▸ Data supplied:
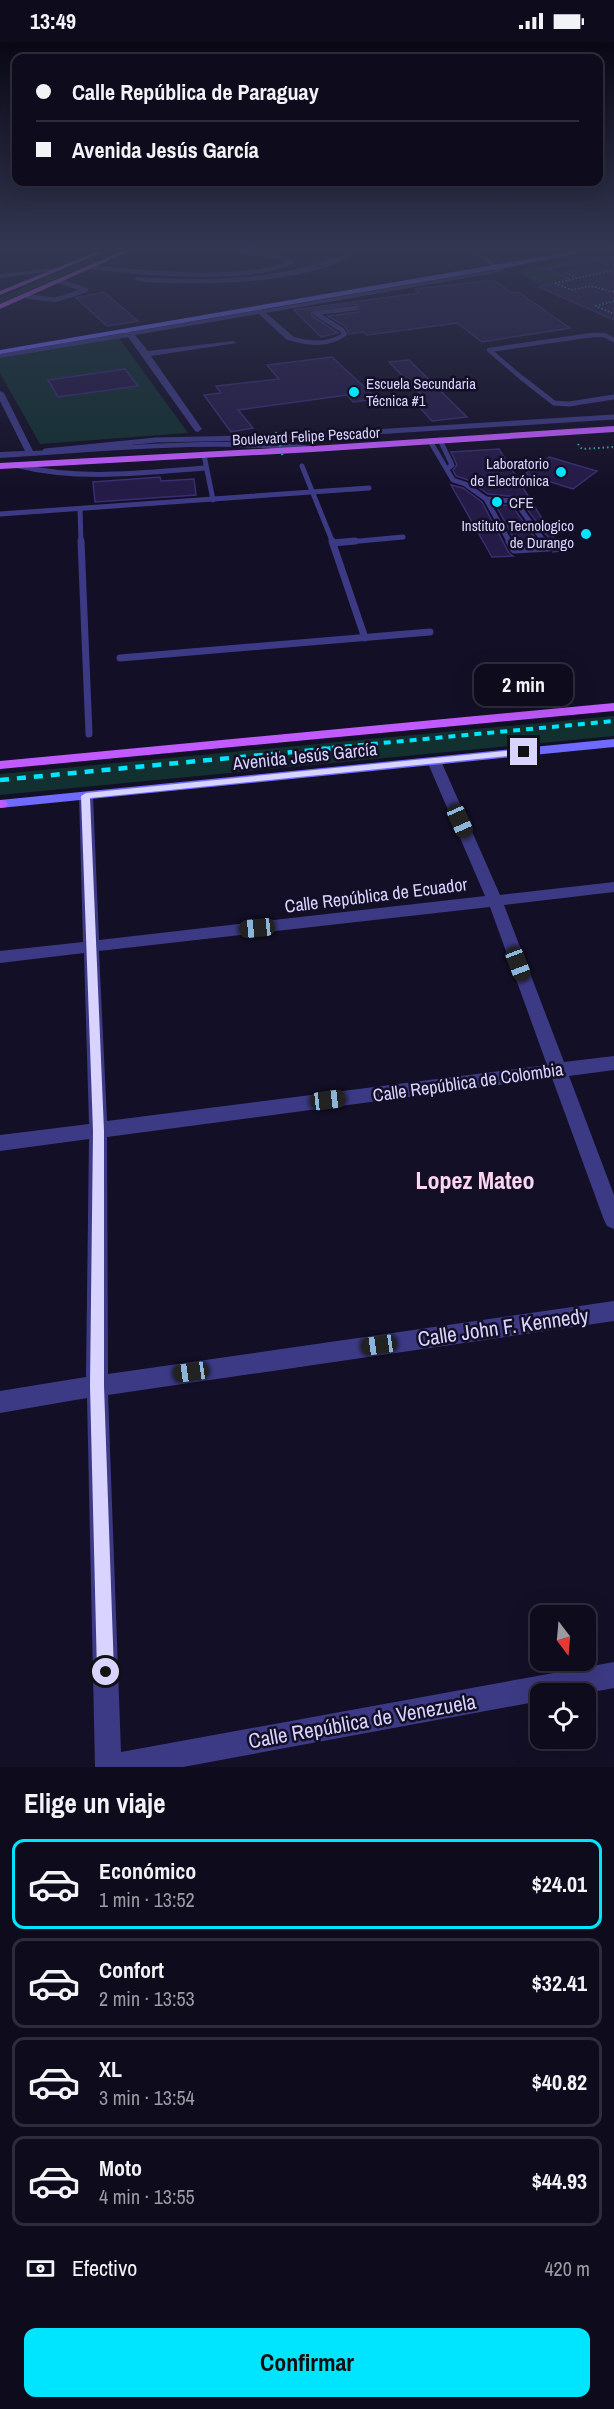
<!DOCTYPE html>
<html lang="es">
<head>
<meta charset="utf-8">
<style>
	body { margin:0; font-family:"Archivo Narrow",sans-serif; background:#1c1929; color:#f1f3f6; height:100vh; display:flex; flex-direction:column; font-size:22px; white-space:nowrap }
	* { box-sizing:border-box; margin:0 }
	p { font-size:20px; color:#9b9ba3 }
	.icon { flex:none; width:33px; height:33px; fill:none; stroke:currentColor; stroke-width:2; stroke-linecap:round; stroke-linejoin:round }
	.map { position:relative; height:1725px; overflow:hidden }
	.sheet { display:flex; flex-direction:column; background:#0e0b1c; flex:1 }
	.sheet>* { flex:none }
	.top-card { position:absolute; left:12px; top:12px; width:591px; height:132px; border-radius:12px; box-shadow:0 6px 24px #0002,0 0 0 2px #2e2b3b; display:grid; align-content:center; height:132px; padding:0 24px; background:#0e0b1c }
	.needle { width:39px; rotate:164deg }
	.buttons { position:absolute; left:530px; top:1563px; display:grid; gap:12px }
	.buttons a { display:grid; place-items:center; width:66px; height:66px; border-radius:12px; background:#0e0b1c; box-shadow:0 6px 24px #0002,0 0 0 2px #2e2b3b; font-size:30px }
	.end { position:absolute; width:27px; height:27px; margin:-14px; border:8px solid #d9d4ff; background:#111; box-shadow:0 0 0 3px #111 }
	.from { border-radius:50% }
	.bubble { position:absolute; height:42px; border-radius:12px; background:#0e0b1c; box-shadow:0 6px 24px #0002,0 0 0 2px #2e2b3b; font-size:20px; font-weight:700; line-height:42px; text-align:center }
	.car { position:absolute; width:18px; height:36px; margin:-18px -9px; border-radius:8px; box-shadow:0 0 4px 2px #0007; background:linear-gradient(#222 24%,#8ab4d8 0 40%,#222 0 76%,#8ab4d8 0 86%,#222 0) }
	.top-card b { display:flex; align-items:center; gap:21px; height:57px; font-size:22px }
	.top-card b+b { border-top:2px solid #2e2b3b }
	.top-card i { width:15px; height:15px; background:#f1f3f6 }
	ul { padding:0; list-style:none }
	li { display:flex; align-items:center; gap:18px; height:90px; margin:0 12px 9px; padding:0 12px; border:3px solid #2e2b3b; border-radius:12px }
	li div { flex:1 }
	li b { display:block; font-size:22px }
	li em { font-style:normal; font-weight:700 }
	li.current { border-color:#00e5ff }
	li>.icon { width:54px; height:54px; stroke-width:1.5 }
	h2 { padding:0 24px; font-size:27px; line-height:72px }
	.pay { display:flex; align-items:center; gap:15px; height:66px; padding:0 24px; font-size:22px }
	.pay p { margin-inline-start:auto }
	.button { display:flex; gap:12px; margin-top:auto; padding:12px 24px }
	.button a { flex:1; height:69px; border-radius:12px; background:#00e5ff; color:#111; font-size:24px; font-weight:700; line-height:69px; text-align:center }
	.status { display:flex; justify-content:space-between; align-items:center; height:42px; padding:0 30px; background:#0e0b1c; direction:ltr }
	.status svg { height:16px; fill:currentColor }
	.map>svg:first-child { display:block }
	.green { fill:#12302f }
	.building { fill:#241b47; stroke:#3b2d73; stroke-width:1.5 }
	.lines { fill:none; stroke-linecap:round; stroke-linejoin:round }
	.path-far1 { stroke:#2fb8b0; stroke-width:1.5; stroke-dasharray:1.5 2; stroke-linecap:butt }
	.path { stroke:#2fb8b0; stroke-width:2; stroke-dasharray:1.5 3; stroke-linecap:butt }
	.lane-far2 { stroke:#3d3a85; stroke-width:4.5 }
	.lane-far1 { stroke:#3d3a85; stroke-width:5 }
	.lane { stroke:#3d3a85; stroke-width:7 }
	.street { fill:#3d3a85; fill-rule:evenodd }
	.secondary { fill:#6f6bff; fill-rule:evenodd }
	.primary { fill:#c25bff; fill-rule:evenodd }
	.rail-far1 { stroke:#00e5ff; stroke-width:4; stroke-dasharray:7 6; stroke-linecap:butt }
	.rail { stroke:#00e5ff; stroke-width:4.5; stroke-dasharray:9 8; stroke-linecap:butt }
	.path-bridge { stroke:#2fb8b0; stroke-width:2; stroke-dasharray:1.5 3; stroke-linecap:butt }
	.route { fill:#d9d4ff }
	.poi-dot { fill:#00e5ff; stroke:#130f26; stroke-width:2 }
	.labels { text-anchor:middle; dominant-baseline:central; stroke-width:5; stroke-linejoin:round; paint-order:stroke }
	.far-poi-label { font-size:15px; fill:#d9d4ff; stroke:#130f26; text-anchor:start }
	.far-street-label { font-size:15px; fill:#d9d4ff; stroke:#130f26 }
	.street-label { font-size:18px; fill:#d9d4ff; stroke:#130f26 }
	.near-street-label { font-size:21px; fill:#d9d4ff; stroke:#130f26 }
	.near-neighbourhood-label { font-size:24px; font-weight:bold; fill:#ffd6f0; stroke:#130f26 }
</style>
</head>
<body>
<div class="status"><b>13:49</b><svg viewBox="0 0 49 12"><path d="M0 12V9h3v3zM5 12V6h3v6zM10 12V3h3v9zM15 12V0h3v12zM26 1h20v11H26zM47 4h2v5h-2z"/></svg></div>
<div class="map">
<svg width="614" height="1725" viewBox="0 0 614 1725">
	<rect width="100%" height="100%" fill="#130f26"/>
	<g class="green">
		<polygon points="108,209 63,233 0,261 0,256"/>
		<polygon points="614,209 614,214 546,228 573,236 552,241 569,252 557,254 521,231 522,227"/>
		<polygon points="119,296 188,391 40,402 0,331 0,316"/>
		<polygon points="614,674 614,694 0,753 0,732"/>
	</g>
	<g class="building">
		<polygon points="614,214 614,278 539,245 572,238 547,227"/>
		<polygon points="493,238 512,251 518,250 570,286 482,300 457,281 367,293 363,290 349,292 345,284 328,274 358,270 360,265 355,262 312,268 312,274 338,291 321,295 294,268 420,251 415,247 424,246"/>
		<polygon points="104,250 138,279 107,284 76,256"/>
		<polygon points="332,315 377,357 353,360 347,353 238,368 253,386 231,390 204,353 221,351 216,344 279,337 267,323"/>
		<polygon points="409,318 467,375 432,379 413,358 425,357 389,320"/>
		<polygon points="125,327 138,344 58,355 48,338"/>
		<polygon points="499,407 509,423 562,509 553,510 554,503 518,455 488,452 468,438 456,434 453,428 457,423 451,410"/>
		<polygon points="549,415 597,429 573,447 525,432"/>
		<polygon points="160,435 161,439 194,437 196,453 95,460 93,440"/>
		<polygon points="451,443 463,446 482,460 509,511 513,514 492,515"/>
		<polygon points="495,462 512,464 539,501 517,502"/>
	</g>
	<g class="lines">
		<g class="path-far1">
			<polyline points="566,231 577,236 614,228"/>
			<polyline points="577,236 554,241 572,248 591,244 614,250"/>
			<polyline points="614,259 596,264 614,272"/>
		</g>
		<polyline class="path" points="578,402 582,407 614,405"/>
		<g class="lane-far2">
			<path d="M 92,225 C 137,231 252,241 291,220 L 285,216 L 241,209"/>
			<polyline points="25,254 55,258 86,248 59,239"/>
			<path d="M 290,296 C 309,302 328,304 345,292 L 342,288 L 315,271 L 356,266"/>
			<polyline points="524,338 489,308 592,293 604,293 614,298"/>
		</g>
		<g class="lane-far1">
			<polyline points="522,336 554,361 569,362 614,355"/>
			<polyline points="440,398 452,423 447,427"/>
			<polyline points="430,399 453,438 465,442 486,457"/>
			<polyline points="45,409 156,398 294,395 614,375"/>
			<polyline points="204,413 213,458"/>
			<path d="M 15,423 C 79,439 141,431 206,426"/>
			<polyline points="302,424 333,501"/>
			<polyline points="486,457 515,459 545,501"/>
			<polyline points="486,457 510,501"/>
			<polyline points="80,467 81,501"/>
			<polyline points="0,472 369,446"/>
			<polyline points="338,501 403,495"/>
		</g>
		<g class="lane">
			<polyline points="81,499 89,692"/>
			<polyline points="332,499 365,596"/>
			<polyline points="509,499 514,508 549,506 544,499"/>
			<polyline points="333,501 355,499"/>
			<polyline points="120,616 430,590"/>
		</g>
		<g class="street">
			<path d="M 351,209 L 359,209 C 315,240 227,242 174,241 C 162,240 144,242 134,237 L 137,235 C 210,239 283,239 351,209 Z"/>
			<polygon points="470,209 477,209 506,229 266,271 293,294 293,298 287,298 259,272 135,293 148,309 233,299 237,301 151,314 202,387 198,390 195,389 128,295 0,316 0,312 125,291 123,289 127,287 131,290 255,269 253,267 257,265 262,268 497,228"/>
			<polygon points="64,225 62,228 0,236 0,232"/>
			<path d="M 0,349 L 4,351 L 33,409 C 126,404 220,394 313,404 L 317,407 L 313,410 C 209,398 104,410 0,416 L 0,410 L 25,409 L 0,359 Z"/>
			<path d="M 434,715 L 441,719 L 500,853 L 614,840 L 614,850 L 504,863 L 564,1020 L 614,1014 L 614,1028 L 569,1034 L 614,1153 L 614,1187 L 607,1184 L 604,1178 L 552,1036 L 107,1095 L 108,1332 L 614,1259 L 614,1279 L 108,1353 L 121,1710 L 614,1620 L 614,1646 L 582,1652 L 540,1652 L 540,1659 L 183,1725 L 95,1725 L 87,1356 L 0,1371 L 0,1349 L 86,1335 L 89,1097 L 0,1109 L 0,1093 L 89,1082 L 84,911 L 0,921 L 0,909 L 83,900 L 79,754 L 86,750 L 93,754 L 99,898 L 485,854 L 427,719 ZM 490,865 L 547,1023 L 107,1079 L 99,909 Z"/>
		</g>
		<g class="secondary">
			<polygon points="576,209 588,209 499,227 0,312 0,308"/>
			<polygon points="614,697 614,705 0,766 0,758"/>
		</g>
		<g class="primary">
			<polygon points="122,209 130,209 0,267 0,262"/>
			<polygon points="96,210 101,211 0,253 0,249"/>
			<polygon points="614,384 614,390 313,410 0,427 0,421 313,404"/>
			<polygon points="614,661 614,669 0,727 0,719"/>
			<polygon points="0,758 6,759 8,762 6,765 0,766"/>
		</g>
		<polyline class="rail-far1" points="319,707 614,679"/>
		<polyline class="rail" points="0,738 335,706"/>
		<polyline class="path-bridge" points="276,390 283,415"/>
	</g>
	<linearGradient id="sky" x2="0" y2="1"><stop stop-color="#0a0815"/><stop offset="0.46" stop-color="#333752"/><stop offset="1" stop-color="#333752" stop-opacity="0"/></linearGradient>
	<rect width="614" height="450" fill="url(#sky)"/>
	<polygon class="route" points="524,707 528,710 527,712 90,756 104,1089 104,1344 114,1630 111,1636 106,1638 100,1636 97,1630 90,1344 93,1089 81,754 86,751"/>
	<g class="poi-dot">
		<circle cx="354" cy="350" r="6"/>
		<circle cx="561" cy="430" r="6"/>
		<circle cx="497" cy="460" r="6"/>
		<circle cx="586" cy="492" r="6"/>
	</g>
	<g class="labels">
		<g class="far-poi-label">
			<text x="366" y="341">Escuela Secundaria<tspan x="366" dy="17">Técnica #1</tspan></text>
			<text x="549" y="421" text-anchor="end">Laboratorio<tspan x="549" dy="17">de Electrónica</tspan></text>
			<text x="509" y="460">CFE</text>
			<text x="574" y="483" text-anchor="end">Instituto Tecnologico<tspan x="574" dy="17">de Durango</tspan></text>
		</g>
		<g class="far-street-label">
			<text transform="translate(306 394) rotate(-3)">Boulevard Felipe Pescador</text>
		</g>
		<g class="street-label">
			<text transform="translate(305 714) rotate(-6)">Avenida Jesús García</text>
			<text transform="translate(376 853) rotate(-7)">Calle República de Ecuador</text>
			<text transform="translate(468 1040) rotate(-8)">Calle República de Colombia</text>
		</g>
		<g class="near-street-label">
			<text transform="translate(503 1285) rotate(-8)">Calle John F. Kennedy</text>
			<text transform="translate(362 1679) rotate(-10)">Calle República de Venezuela</text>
		</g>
		<g class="near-neighbourhood-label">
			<text x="475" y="1138">Lopez Mateo</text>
		</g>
	</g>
</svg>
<div class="buttons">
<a><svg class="needle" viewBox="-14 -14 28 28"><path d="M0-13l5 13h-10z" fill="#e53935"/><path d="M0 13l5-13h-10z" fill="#9b9ba3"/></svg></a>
<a><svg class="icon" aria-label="locate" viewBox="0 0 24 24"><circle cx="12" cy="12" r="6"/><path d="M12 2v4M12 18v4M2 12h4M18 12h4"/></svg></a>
</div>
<i class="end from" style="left:106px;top:1630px"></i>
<i class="end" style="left:524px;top:710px"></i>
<div class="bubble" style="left:474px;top:622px;width:99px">2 min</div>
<i class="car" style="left:460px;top:779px;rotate:156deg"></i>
<i class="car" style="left:257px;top:886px;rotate:264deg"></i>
<i class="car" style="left:518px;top:922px;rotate:159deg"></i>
<i class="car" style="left:328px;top:1058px;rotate:83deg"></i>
<i class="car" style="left:379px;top:1303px;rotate:262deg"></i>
<i class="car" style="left:191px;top:1330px;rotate:262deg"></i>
<div class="top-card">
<b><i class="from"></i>Calle República de Paraguay</b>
<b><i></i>Avenida Jesús García</b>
</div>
</div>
<section class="sheet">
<h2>Elige un viaje</h2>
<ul>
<li class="current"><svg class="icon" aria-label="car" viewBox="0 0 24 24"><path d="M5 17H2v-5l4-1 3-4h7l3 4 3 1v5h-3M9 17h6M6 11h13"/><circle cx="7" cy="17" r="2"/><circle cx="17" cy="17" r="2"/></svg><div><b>Económico</b><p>1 min · 13:52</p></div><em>$24.01</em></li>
<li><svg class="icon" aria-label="car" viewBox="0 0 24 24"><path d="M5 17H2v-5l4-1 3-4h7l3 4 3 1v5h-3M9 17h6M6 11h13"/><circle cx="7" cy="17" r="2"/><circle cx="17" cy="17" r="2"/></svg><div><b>Confort</b><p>2 min · 13:53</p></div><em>$32.41</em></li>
<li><svg class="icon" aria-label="car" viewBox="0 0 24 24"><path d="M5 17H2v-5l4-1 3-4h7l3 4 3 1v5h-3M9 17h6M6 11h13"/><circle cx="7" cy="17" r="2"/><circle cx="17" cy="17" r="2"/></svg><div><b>XL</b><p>3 min · 13:54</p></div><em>$40.82</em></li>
<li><svg class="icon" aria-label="car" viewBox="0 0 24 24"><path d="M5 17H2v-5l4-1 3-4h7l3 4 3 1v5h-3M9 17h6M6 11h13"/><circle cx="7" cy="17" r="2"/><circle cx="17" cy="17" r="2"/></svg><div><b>Moto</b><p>4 min · 13:55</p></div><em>$44.93</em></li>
</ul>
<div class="pay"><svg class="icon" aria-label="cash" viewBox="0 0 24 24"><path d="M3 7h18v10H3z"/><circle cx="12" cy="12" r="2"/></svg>Efectivo<p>420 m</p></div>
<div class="button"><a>Confirmar</a></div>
</section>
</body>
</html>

▸ Instructions for the task:
The expected output is the exact run of lines from the first line of the material above through the line that contains "position:absolute; width:18px; height:36px;", minus any pictures.

▸ Answer section:
<!DOCTYPE html>
<html lang="es">
<head>
<meta charset="utf-8">
<style>
	body { margin:0; font-family:"Archivo Narrow",sans-serif; background:#1c1929; color:#f1f3f6; height:100vh; display:flex; flex-direction:column; font-size:22px; white-space:nowrap }
	* { box-sizing:border-box; margin:0 }
	p { font-size:20px; color:#9b9ba3 }
	.icon { flex:none; width:33px; height:33px; fill:none; stroke:currentColor; stroke-width:2; stroke-linecap:round; stroke-linejoin:round }
	.map { position:relative; height:1725px; overflow:hidden }
	.sheet { display:flex; flex-direction:column; background:#0e0b1c; flex:1 }
	.sheet>* { flex:none }
	.top-card { position:absolute; left:12px; top:12px; width:591px; height:132px; border-radius:12px; box-shadow:0 6px 24px #0002,0 0 0 2px #2e2b3b; display:grid; align-content:center; height:132px; padding:0 24px; background:#0e0b1c }
	.needle { width:39px; rotate:164deg }
	.buttons { position:absolute; left:530px; top:1563px; display:grid; gap:12px }
	.buttons a { display:grid; place-items:center; width:66px; height:66px; border-radius:12px; background:#0e0b1c; box-shadow:0 6px 24px #0002,0 0 0 2px #2e2b3b; font-size:30px }
	.end { position:absolute; width:27px; height:27px; margin:-14px; border:8px solid #d9d4ff; background:#111; box-shadow:0 0 0 3px #111 }
	.from { border-radius:50% }
	.bubble { position:absolute; height:42px; border-radius:12px; background:#0e0b1c; box-shadow:0 6px 24px #0002,0 0 0 2px #2e2b3b; font-size:20px; font-weight:700; line-height:42px; text-align:center }
	.car { position:absolute; width:18px; height:36px; margin:-18px -9px; border-radius:8px; box-shadow:0 0 4px 2px #0007; background:linear-gradient(#222 24%,#8ab4d8 0 40%,#222 0 76%,#8ab4d8 0 86%,#222 0) }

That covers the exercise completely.